**Task item:** Lines from the beginning of the material below through the line that has "background:#1f6fb2; border-color:#fff; box-shadow:0" are to be reproduced exactly, but pictures are not.

== Input data ==

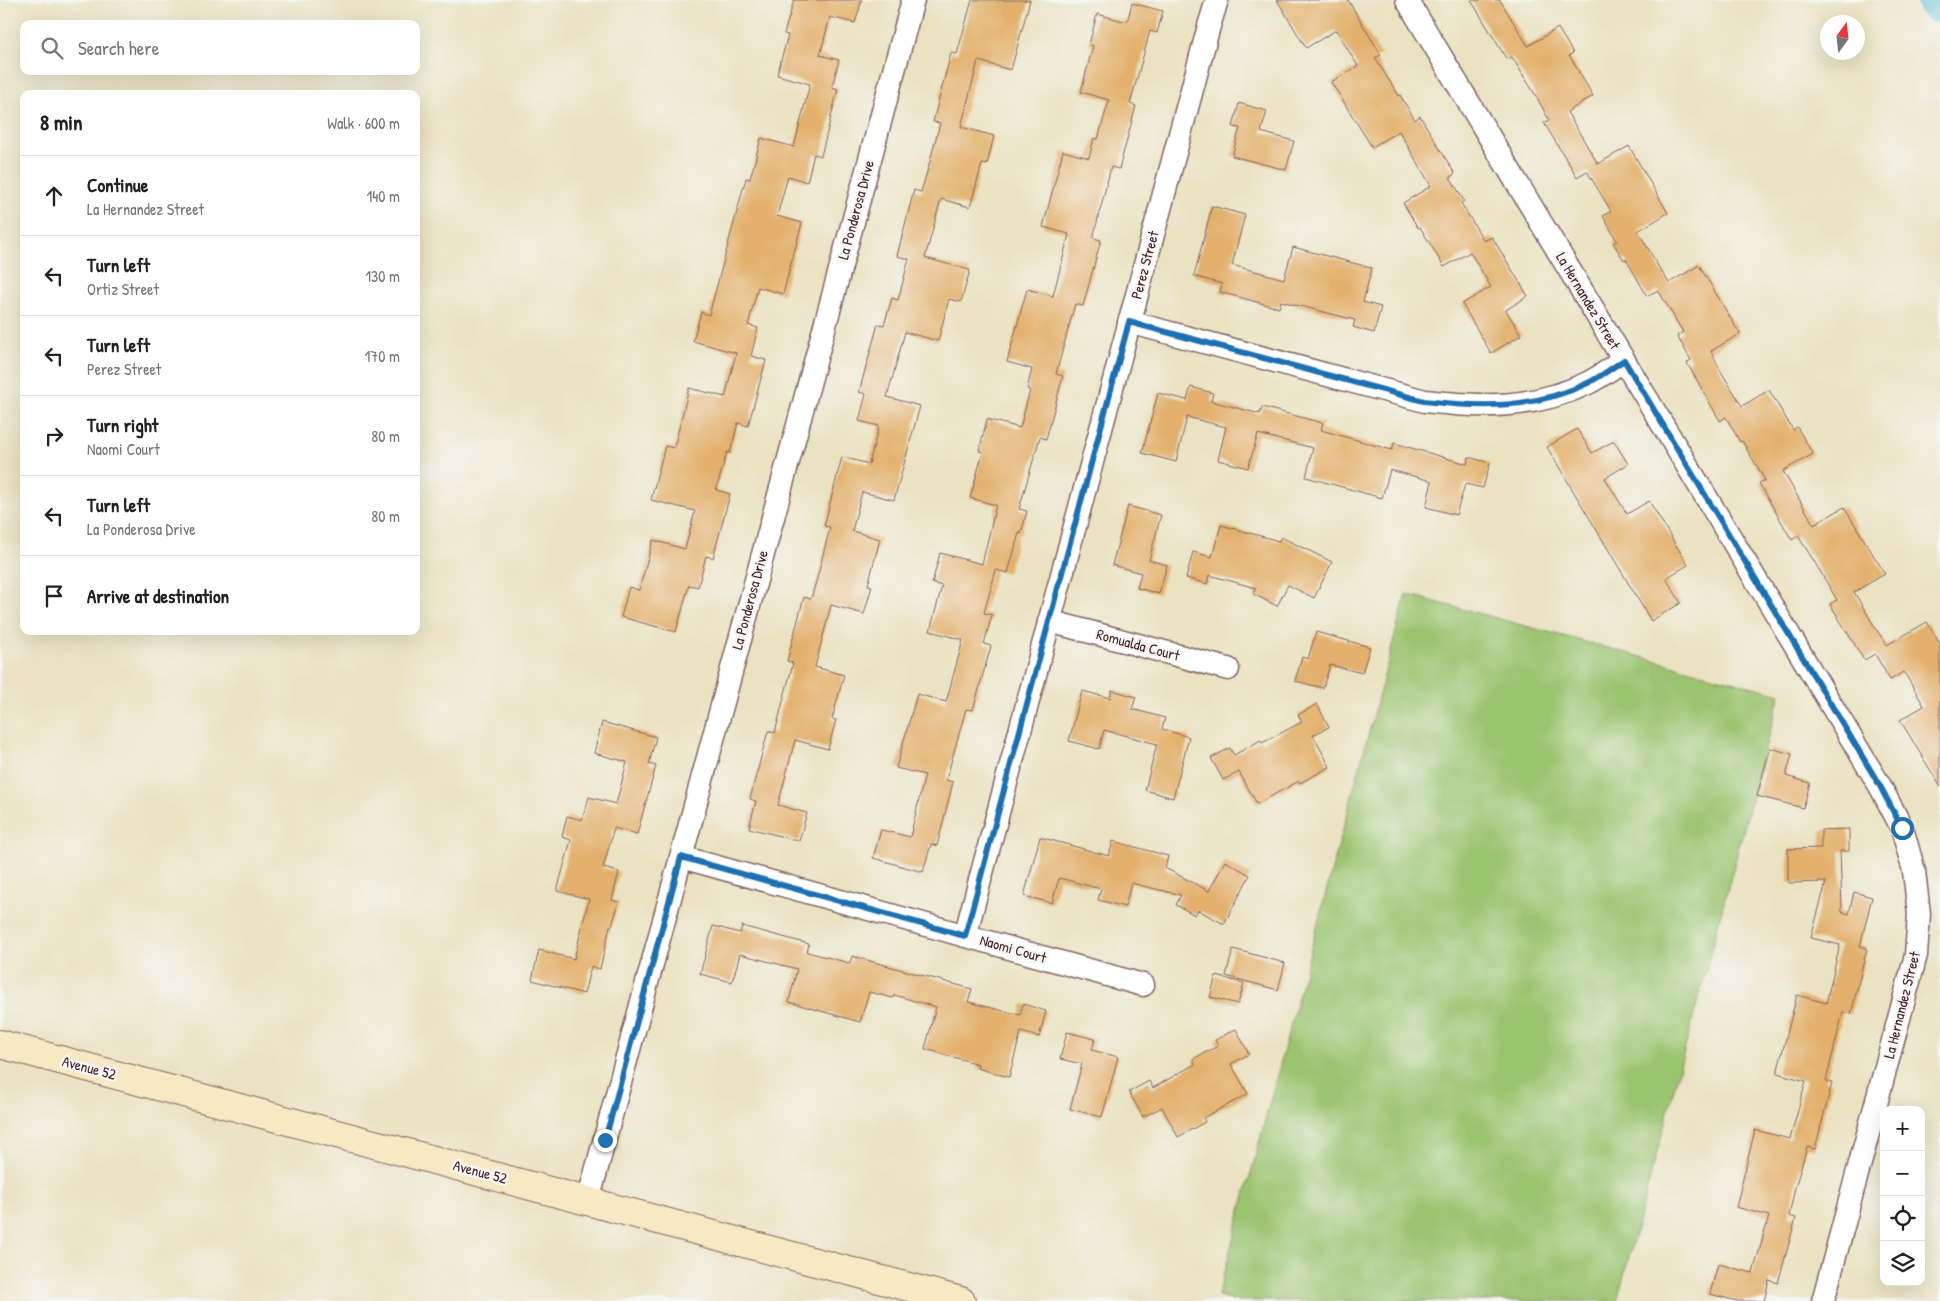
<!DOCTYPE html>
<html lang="en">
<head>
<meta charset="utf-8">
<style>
	:root { --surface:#fff; --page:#f2f2f2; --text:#222; --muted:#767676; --line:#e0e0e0 }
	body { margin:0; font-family:"Patrick Hand",sans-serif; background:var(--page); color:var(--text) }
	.controls { position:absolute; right:15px; bottom:15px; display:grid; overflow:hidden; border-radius:10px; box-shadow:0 5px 20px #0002 }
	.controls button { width:45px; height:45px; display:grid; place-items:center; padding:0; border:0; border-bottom:1px solid var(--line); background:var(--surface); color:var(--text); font:25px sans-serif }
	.compass { position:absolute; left:1820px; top:15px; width:45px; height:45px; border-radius:50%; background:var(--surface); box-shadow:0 5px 20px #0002; rotate:15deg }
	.stop { position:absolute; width:15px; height:15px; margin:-11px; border:4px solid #1f6fb2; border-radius:50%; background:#fff }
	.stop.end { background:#1f6fb2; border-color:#fff; box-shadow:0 1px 5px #0008 }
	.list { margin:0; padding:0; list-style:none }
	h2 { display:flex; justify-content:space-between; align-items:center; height:65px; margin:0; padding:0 20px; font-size:21px }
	h2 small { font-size:16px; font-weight:400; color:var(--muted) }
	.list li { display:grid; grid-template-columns:32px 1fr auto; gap:15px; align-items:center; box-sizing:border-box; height:80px; padding:0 20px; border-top:1px solid var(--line) }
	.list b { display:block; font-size:19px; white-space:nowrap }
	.list p { margin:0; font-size:16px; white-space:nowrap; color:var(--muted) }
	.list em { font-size:16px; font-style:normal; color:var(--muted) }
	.icon { flex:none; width:28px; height:28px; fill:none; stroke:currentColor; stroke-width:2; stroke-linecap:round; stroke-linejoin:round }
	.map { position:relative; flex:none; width:1940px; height:1301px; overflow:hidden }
	.search { position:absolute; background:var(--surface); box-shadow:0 5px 20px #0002; left:20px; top:20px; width:400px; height:55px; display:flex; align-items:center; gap:12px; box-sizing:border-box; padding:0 18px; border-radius:10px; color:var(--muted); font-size:19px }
	.panel { position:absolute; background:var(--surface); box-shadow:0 5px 20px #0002; left:20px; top:90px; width:400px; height:545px; border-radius:10px }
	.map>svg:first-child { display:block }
	.green { fill:#9bc470; stroke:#72724e }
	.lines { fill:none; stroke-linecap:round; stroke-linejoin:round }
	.river { stroke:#57bed5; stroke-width:46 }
	.building { fill:#e3b16d }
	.street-casing { stroke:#826360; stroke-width:25 }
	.secondary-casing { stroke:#826360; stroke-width:30 }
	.street { stroke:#fff; stroke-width:22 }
	.secondary { stroke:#f6e9c3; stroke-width:28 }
	.route { stroke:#1f6fb2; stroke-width:6 }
	.labels { text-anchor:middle; stroke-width:5; stroke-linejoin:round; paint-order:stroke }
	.street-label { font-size:15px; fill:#4a1f2b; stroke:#f6f6f2 }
</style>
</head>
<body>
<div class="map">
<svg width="1940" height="1301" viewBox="0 0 1940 1301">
	<rect width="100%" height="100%" fill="#f6f6f2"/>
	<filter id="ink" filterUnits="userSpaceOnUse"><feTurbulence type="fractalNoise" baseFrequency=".02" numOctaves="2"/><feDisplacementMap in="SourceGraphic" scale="10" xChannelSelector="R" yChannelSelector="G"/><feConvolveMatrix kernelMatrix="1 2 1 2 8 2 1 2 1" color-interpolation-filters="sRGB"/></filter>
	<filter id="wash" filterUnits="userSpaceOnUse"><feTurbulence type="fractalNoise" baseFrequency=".0096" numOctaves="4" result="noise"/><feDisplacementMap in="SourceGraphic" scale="20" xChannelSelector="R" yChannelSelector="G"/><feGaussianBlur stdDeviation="1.12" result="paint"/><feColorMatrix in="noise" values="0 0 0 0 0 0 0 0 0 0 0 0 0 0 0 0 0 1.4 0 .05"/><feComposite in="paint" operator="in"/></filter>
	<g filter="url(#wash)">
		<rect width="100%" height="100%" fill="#eae2c1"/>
		<path class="green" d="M1406,594L1780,694L1617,1301H1238L1218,1296Z"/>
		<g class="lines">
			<path class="river" d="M1939,0L1940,1"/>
		</g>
		<g id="blocks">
			<g class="building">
				<path d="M794,0H862L855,23L830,17L820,55L839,60L832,87L838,89L821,156L814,154L807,182L788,176L777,216L802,223L783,294L758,287L748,325L758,328L751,356L766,360L748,426L738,423L730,453L727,452L716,490L730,494L713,558L706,556L698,587L689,585L676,632L621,617L629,587L639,590L653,540L685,549L695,511L651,500L665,446L674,448L689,388L725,397L736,353L693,341L701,312L709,315L746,178L750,179L761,138L794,147L810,84L777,75L788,35L784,34Z"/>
				<path d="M972,0H1030L1011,70L978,61L961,127L994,136L987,165L982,164L970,207L941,199L925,258L970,270L961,302L949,299L938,341L905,332L887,397L920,406L894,500L862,492L852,531L880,539L868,585L872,586L864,614L831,605L815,667L844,675L832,719L836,720L828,749L795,740L778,805L807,813L799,841L749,828L756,801L750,799L768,731L775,733L782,705L793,663L787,661L804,597L811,599L819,571L830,527L824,526L842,457L869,464L879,426L859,421L866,394L859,392L878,324L884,325L892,298L898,300L909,259L897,256L914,190L921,192L929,165L940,123L933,122L951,53L957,54Z"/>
				<path d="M1277,0H1348L1381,55L1375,58L1399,96L1400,95L1415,120L1420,116L1455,174L1450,177L1464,201L1461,203L1484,241L1492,237L1528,296L1506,310L1521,335L1491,353L1462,304L1491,287L1470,252L1444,267L1420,227L1418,228L1403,203L1431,186L1399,131L1372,147L1331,82L1358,66L1336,30L1306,48Z"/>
				<path d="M1471,0H1500L1528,46L1558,28L1573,53L1569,55L1593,96L1567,112L1598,164L1629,146L1668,213L1638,231L1658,266L1669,283L1699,265L1740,334L1711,351L1719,368L1742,406L1769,390L1793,430L1797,427L1813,454L1783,471L1814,525L1844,507L1885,574L1854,592L1876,629L1887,645L1927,622L1940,644V786L1900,720L1924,706L1904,672L1890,680L1875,654L1864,660L1830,604L1837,600L1814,561L1798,536L1792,540L1759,483L1765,480L1742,441L1740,442L1726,417L1720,421L1687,363L1691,360L1677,336L1683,332L1658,290L1647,296L1626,259L1624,260L1613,243L1617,241L1603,216L1611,211L1587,171L1577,177L1544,123L1549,120L1536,96L1512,57L1507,60Z"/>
				<path d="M1132,3L1163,11L1157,33L1150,31L1130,104L1136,106L1119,169L1111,167L1093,238L1101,240L1083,306L1075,304L1056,374L1063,376L1046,439L1040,437L1019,509L1027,511L1021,534L1019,533L1008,573L996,570L984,613L992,615L984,644L991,646L973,710L966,709L946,780L953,782L937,846L931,844L923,872L873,858L881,830L910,837L925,775L896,768L917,694L946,702L963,640L930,631L942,586L932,583L940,553L982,564L996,505L970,498L983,452L979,451L987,419L1020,428L1030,390L1027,389L1032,369L1007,362L1027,289L1053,296L1064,254L1069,234L1043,227L1063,151L1089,158L1094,138L1098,139L1109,100L1081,92L1093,46L1089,45L1097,14L1127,22Z"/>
				<path d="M1239,103L1267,111L1261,132L1294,141L1286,170L1232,156L1240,128L1233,127Z"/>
				<path d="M1212,206L1245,215L1232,265L1284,279L1293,247L1372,268L1363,302L1381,307L1374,333L1353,327L1355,320L1281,301L1279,308L1220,292L1222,284L1194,276Z"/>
				<path d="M1191,387L1213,393L1211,401L1260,414L1262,407L1323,423L1321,430L1392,450L1394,443L1467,464L1469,457L1490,463L1483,488L1465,484L1456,515L1426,507L1432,481L1390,470L1382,498L1306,477L1313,448L1258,434L1248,468L1218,460L1226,427L1187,417L1176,462L1142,453L1158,393L1187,400Z"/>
				<path d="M1577,429L1592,453L1614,441L1628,464L1605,478L1627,514L1649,501L1688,565L1666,578L1681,603L1651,621L1547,447Z"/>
				<path d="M1128,506L1161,515L1149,560L1167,565L1159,594L1137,588L1141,573L1112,565Z"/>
				<path d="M1221,525L1279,541L1281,537L1332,562L1314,598L1288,585L1277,606L1253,594L1256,588L1209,575L1207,584L1186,578L1193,552L1212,557Z"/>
				<path d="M1316,632L1370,647L1362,673L1330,665L1323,688L1295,681L1302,657L1308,659Z"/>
				<path d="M1112,690L1136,697L1132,709L1165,718L1162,729L1189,737L1173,798L1145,790L1157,744L1104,730L1099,749L1069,741L1082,691L1110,698Z"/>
				<path d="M1317,704L1329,727L1313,735L1330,767L1300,783L1299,781L1257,804L1239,772L1223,780L1211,758L1230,748L1234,755L1261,740L1262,743L1302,722L1298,715Z"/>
				<path d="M602,722L656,737L649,764L656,766L637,834L614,828L603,868L619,872L612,900L619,902L612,926H610L600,969L591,966L584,994L532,980L539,950L574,959L589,899L557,891L571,840L562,837L567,816L582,820L589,797L616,804L627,762L594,753Z"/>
				<path d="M1770,748L1792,754L1786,776L1810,783L1803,808L1757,796Z"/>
				<path d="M1849,829V851H1840L1842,912L1849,914L1854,892L1872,897L1860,946L1867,948L1851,1014L1843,1012L1826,1081L1832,1083L1815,1149L1807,1147L1795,1188L1789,1216L1796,1218L1778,1283L1769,1280L1764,1301H1737L1710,1294L1718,1264L1753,1273L1769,1216L1736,1207L1755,1130L1790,1139L1806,1081L1777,1073L1797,995L1826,1003L1840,945L1811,938L1826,882L1788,883V849L1821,848V830Z"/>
				<path d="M1040,837L1109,856L1113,841L1168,856L1165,868L1209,891L1225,861L1250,875L1224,924L1198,910L1195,915L1176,905L1181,895L1131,883L1125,907L1098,900L1101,889L1059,878L1052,903L1024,896Z"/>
				<path d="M713,926L740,933L742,926L809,944L807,952L850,963L852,956L972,989L968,1002L1020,1015L1023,1004L1046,1011L1039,1037L1021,1032L1009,1077L977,1068L978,1064L925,1049L936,1007L894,995L893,998L869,992L860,1022L789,1002L797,969L740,954L732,982L700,974Z"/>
				<path d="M1233,949L1285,963L1278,990L1226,976Z"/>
				<path d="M1216,976L1244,983L1238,1004L1210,997Z"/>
				<path d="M1236,1029L1249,1054L1231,1064L1248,1094L1203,1118L1205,1122L1178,1137L1162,1107L1143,1117L1129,1092L1149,1081L1153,1088L1195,1064L1193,1059L1218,1046L1215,1040Z"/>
				<path d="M1067,1032L1095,1039L1092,1050L1118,1057L1102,1117L1070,1109L1082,1064L1060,1059Z"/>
			</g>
		</g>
	</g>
	<g filter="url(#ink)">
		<use href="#blocks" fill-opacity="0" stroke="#826360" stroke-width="1"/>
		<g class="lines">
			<g class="street-casing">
				<g id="street">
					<path d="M1407,0L1880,786L1902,828L1914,871L1919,914L1916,955L1823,1301"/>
					<path d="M1129,322L1425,401C1483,408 1533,409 1588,383C1600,377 1612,368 1624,360"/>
					<path d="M1049,621L1228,669"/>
					<path d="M681,857L1143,985"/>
					<path d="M965,936L1209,26L1217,0"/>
					<path d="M588,1201L913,0"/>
				</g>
			</g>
			<g class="secondary-casing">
				<path id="secondary" d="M0,1044L961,1301"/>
			</g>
			<use href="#street" class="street"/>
			<use href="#secondary" class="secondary"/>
		</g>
	</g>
	<g class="lines" filter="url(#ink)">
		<path class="route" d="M605,1140L681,857L965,936L1129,322L1424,401C1483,408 1533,409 1588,383C1600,377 1612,368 1624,360L1880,786L1902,828"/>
	</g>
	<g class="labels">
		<g class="street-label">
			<text transform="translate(856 210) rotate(-75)" y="5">La Ponderosa Drive</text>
			<text transform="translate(1145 265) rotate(-75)" y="5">Perez Street</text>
			<text transform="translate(1588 301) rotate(59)" y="5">La Hernandez Street</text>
			<text transform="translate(750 600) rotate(-75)" y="5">La Ponderosa Drive</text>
			<text transform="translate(1138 645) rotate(15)" y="5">Romualda Court</text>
			<text transform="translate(1013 949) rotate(16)" y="5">Naomi Court</text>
			<text transform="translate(1902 1005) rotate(-76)" y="5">La Hernandez Street</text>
			<text transform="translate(89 1068) rotate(15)" y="5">Avenue 52</text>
			<text transform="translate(480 1172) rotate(15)" y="5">Avenue 52</text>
		</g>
	</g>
</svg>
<div class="controls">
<button>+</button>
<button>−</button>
<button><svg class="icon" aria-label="locate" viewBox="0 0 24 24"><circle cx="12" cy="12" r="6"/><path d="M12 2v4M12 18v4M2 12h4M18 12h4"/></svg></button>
<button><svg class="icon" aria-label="layers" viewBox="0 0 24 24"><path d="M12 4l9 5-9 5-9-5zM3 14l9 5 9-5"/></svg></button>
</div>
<svg class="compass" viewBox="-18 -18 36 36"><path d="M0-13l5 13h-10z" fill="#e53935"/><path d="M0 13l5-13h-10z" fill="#767676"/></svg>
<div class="stop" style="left:1902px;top:828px"></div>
<div class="stop end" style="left:605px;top:1140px"></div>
<div class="search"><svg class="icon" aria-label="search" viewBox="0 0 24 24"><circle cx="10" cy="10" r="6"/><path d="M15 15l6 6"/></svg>Search here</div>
<section class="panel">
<h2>8 min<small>Walk · 600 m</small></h2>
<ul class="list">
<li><svg class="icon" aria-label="ahead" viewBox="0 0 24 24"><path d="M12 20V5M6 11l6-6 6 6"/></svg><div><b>Continue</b><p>La Hernandez Street</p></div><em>140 m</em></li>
<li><svg class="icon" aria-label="left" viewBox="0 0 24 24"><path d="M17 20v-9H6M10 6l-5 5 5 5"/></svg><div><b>Turn left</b><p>Ortiz Street</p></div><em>130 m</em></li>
<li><svg class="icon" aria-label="left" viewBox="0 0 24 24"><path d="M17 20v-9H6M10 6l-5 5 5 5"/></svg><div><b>Turn left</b><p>Perez Street</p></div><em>170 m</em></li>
<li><svg class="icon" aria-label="right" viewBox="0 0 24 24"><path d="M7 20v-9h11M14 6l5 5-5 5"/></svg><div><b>Turn right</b><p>Naomi Court</p></div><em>80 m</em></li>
<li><svg class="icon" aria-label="left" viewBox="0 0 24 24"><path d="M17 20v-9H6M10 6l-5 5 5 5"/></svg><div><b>Turn left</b><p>La Ponderosa Drive</p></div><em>80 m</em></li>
<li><svg class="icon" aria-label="arrive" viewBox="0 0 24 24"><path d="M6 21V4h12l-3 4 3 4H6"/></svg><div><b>Arrive at destination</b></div></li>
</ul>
</section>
</div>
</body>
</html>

===

**Answer to the exercise:**
<!DOCTYPE html>
<html lang="en">
<head>
<meta charset="utf-8">
<style>
	:root { --surface:#fff; --page:#f2f2f2; --text:#222; --muted:#767676; --line:#e0e0e0 }
	body { margin:0; font-family:"Patrick Hand",sans-serif; background:var(--page); color:var(--text) }
	.controls { position:absolute; right:15px; bottom:15px; display:grid; overflow:hidden; border-radius:10px; box-shadow:0 5px 20px #0002 }
	.controls button { width:45px; height:45px; display:grid; place-items:center; padding:0; border:0; border-bottom:1px solid var(--line); background:var(--surface); color:var(--text); font:25px sans-serif }
	.compass { position:absolute; left:1820px; top:15px; width:45px; height:45px; border-radius:50%; background:var(--surface); box-shadow:0 5px 20px #0002; rotate:15deg }
	.stop { position:absolute; width:15px; height:15px; margin:-11px; border:4px solid #1f6fb2; border-radius:50%; background:#fff }
	.stop.end { background:#1f6fb2; border-color:#fff; box-shadow:0 1px 5px #0008 }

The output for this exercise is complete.